“我啊,自从搬到了京城,也就是读书习武,后来从了军,跟着父亲学打仗,三年前第一次上阵杀敌,今年回京后一时染病,便一直在家休养着,没有那么快返回边关军营。”江楼月道。
夜长生听她只是三言两语,就把这分别后近十年的时间囊括,但只这寥寥几语,其中艰辛,怕是比能想象出的还要苦还要累。夕加即便民风开放,但女子要上阵杀敌,要做到这一步,所要付出的,比任何一个士兵都要多得多。夜长生还记得,小时候,小月饼是多么明媚又乖张,竟能受得了军中约束,也真是奇了。
两人又是好一番促膝长谈。
江楼月和桐影舟车劳顿,夜长生让她们歇了,明天再慢慢聊,两人依依惜别,看得桐影都想翻白眼了。
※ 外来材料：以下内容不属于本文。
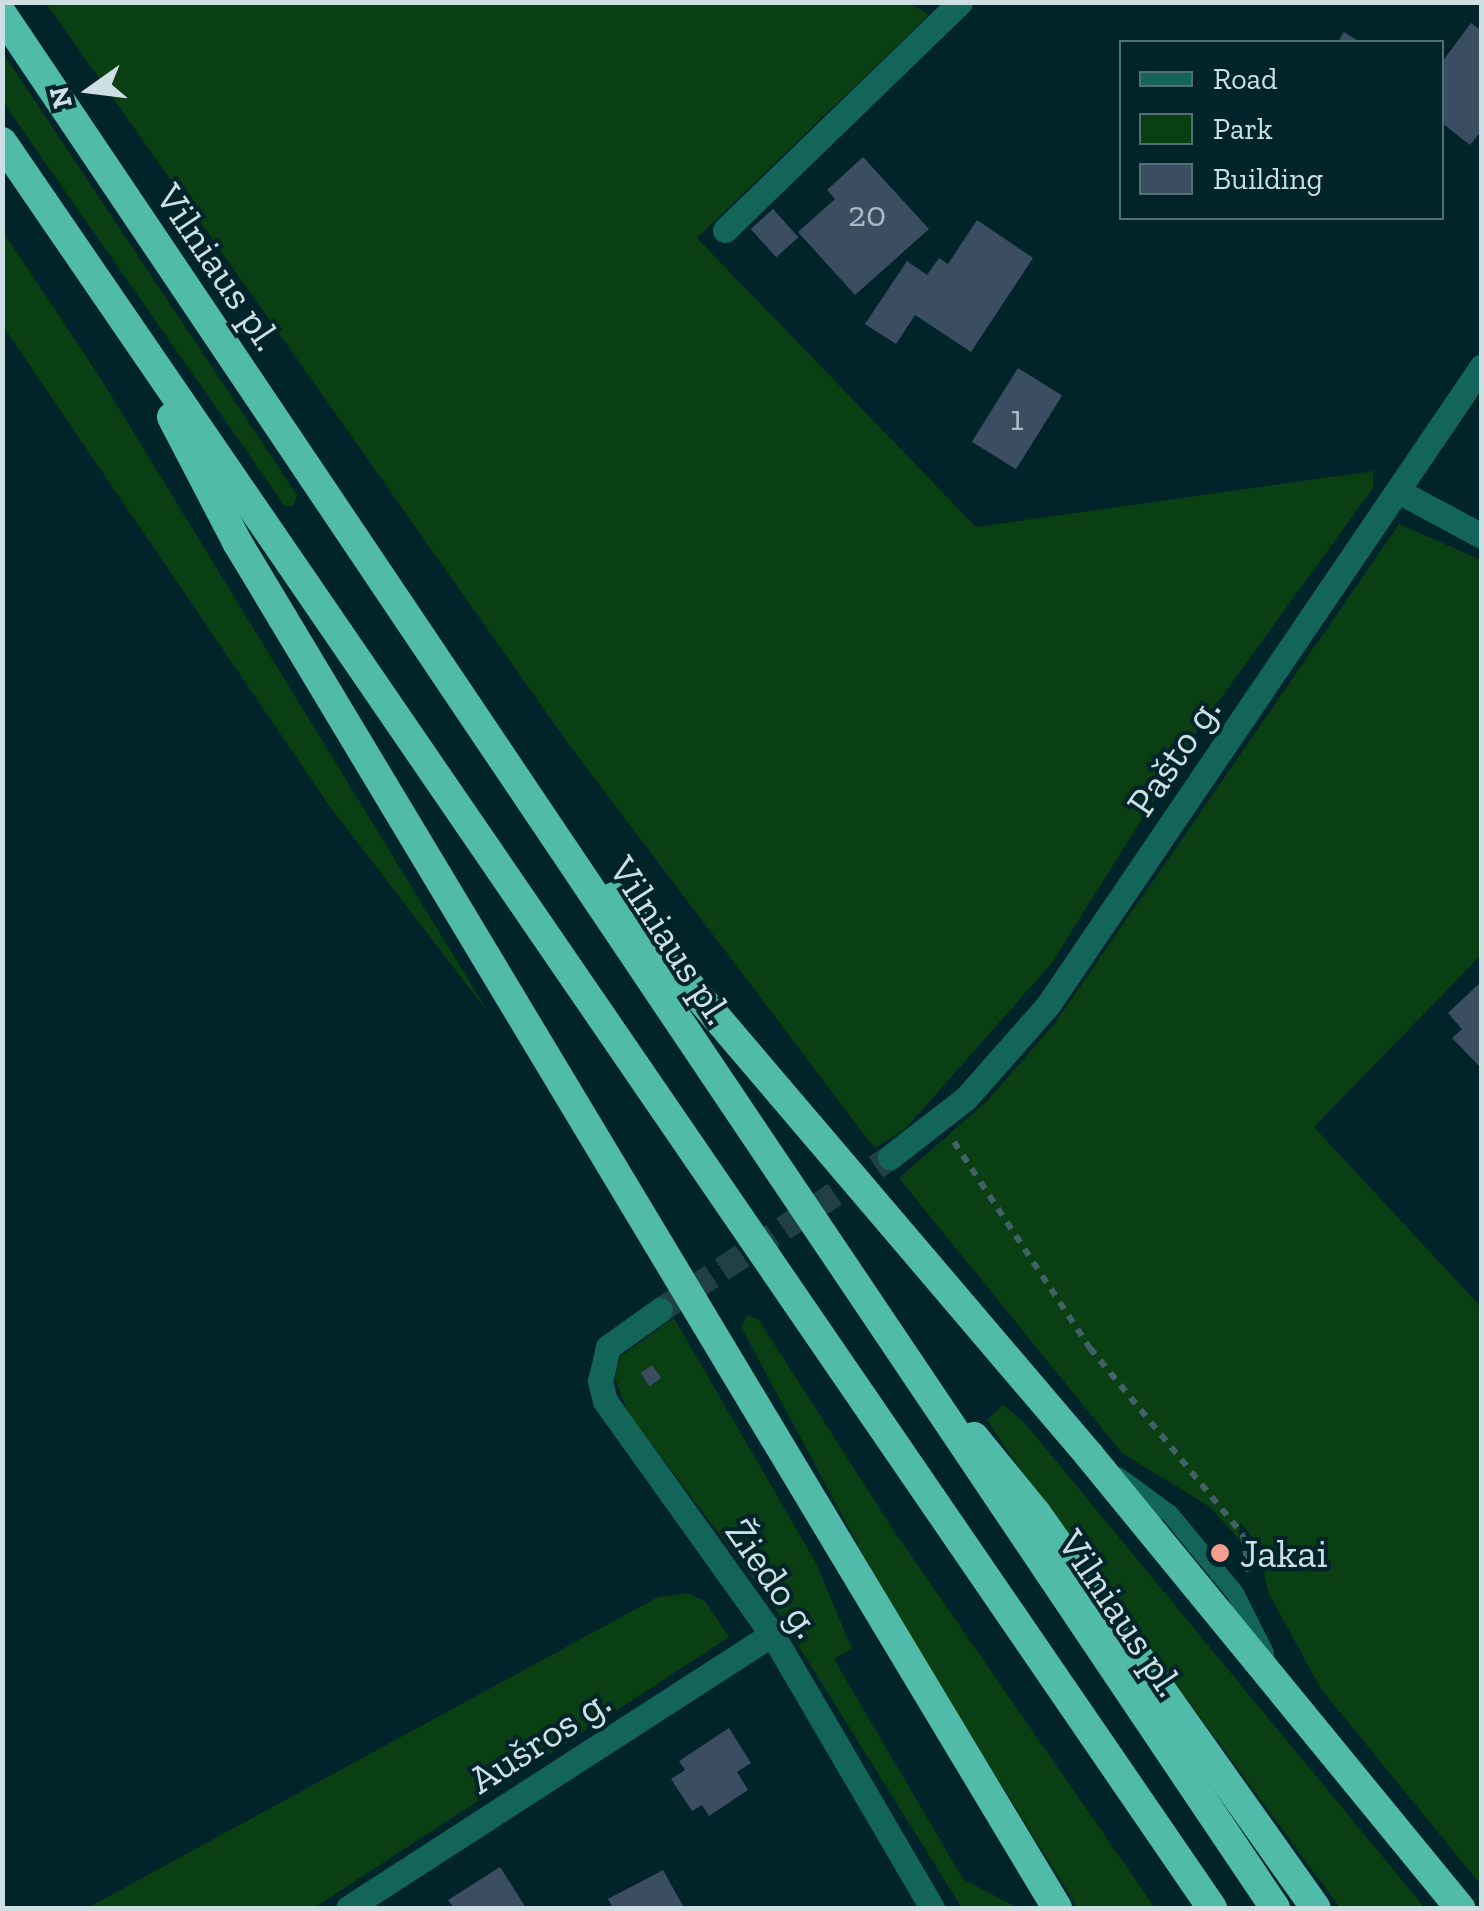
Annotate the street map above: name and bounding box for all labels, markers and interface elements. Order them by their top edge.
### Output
north arrow [40,40,140,140]
legend [1119,40,1444,220]
text: Road [1213,61,1278,97]
text: N [42,83,79,112]
text: Park [1213,111,1273,147]
text: Building [1213,161,1323,197]
street label: Vilniaus pl. [146,175,292,359]
house number: 20 [848,193,886,235]
house number: 1 [1010,397,1024,439]
street label: Pašto g. [1116,687,1230,825]
street label: Vilniaus pl. [599,847,743,1033]
street label: Žiedo g. [716,1509,832,1647]
street label: Vilniaus pl. [1048,1521,1194,1705]
place label: Jakai [1240,1529,1328,1577]
marker: Jakai [1209,1542,1231,1564]
street label: Aušros g. [459,1677,619,1803]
“小姐,长生小姐,这只是各自回房睡觉,不是马上就分别了。”桐影道。
“你懂什么?”桐影被两人异口同声的四个字扔过来,只好默默地缩在一边,不再插嘴。
不过没一会儿,夜长生还是离开了,让江楼月两个好好歇息。
江楼月将外衣脱了放在一边,不经意见着一旁案几上,一只木架上安静放着一枚有着棕色纹路的海螺。这是小时候,江楼月她爹从临海的城镇驻防回来,给她带回来的,可以听见大海的涛声。当时她和夜长生围着这只神奇的海螺,玩了好几天新鲜劲儿都还在,她见长生很是喜欢,便把海螺送给了长生,不想后者现在还留着。
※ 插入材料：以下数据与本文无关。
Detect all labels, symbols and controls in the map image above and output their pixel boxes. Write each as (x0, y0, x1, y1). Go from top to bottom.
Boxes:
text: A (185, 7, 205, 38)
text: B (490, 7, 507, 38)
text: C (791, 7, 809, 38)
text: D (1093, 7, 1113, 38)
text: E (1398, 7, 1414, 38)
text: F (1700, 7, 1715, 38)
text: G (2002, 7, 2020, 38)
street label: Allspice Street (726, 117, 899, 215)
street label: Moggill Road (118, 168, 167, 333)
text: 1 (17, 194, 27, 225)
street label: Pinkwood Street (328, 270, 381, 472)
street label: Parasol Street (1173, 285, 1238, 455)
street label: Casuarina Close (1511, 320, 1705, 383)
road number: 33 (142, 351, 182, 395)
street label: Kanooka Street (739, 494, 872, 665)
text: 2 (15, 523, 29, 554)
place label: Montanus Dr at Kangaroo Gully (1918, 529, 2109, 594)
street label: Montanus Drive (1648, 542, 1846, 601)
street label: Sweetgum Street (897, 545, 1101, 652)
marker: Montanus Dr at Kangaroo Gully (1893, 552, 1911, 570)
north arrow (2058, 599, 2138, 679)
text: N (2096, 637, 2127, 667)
江楼月把海螺拿起来,凑在耳边听,仿佛回到了当年,耳边的声音是海浪翻卷,伴着呼呼的海风。
江楼月拿着听了好一会儿,才轻放回了架子上。
“小姐?”桐影唤了一声。
江楼月道:“你也累了一天了,去歇着吧。”
翌日,尽管昨夜晚睡,江楼月还是起得早,她已穿戴整齐站在门口伸着懒腰,桐影才从隔壁揉着眼睛出来,一见她竟然已经起了,桐影赶紧进房间把乱糟糟的头发梳好。
此时有庄里的侍女端了水盆等物过来,服侍着两人洗漱过,引着她们到了前厅。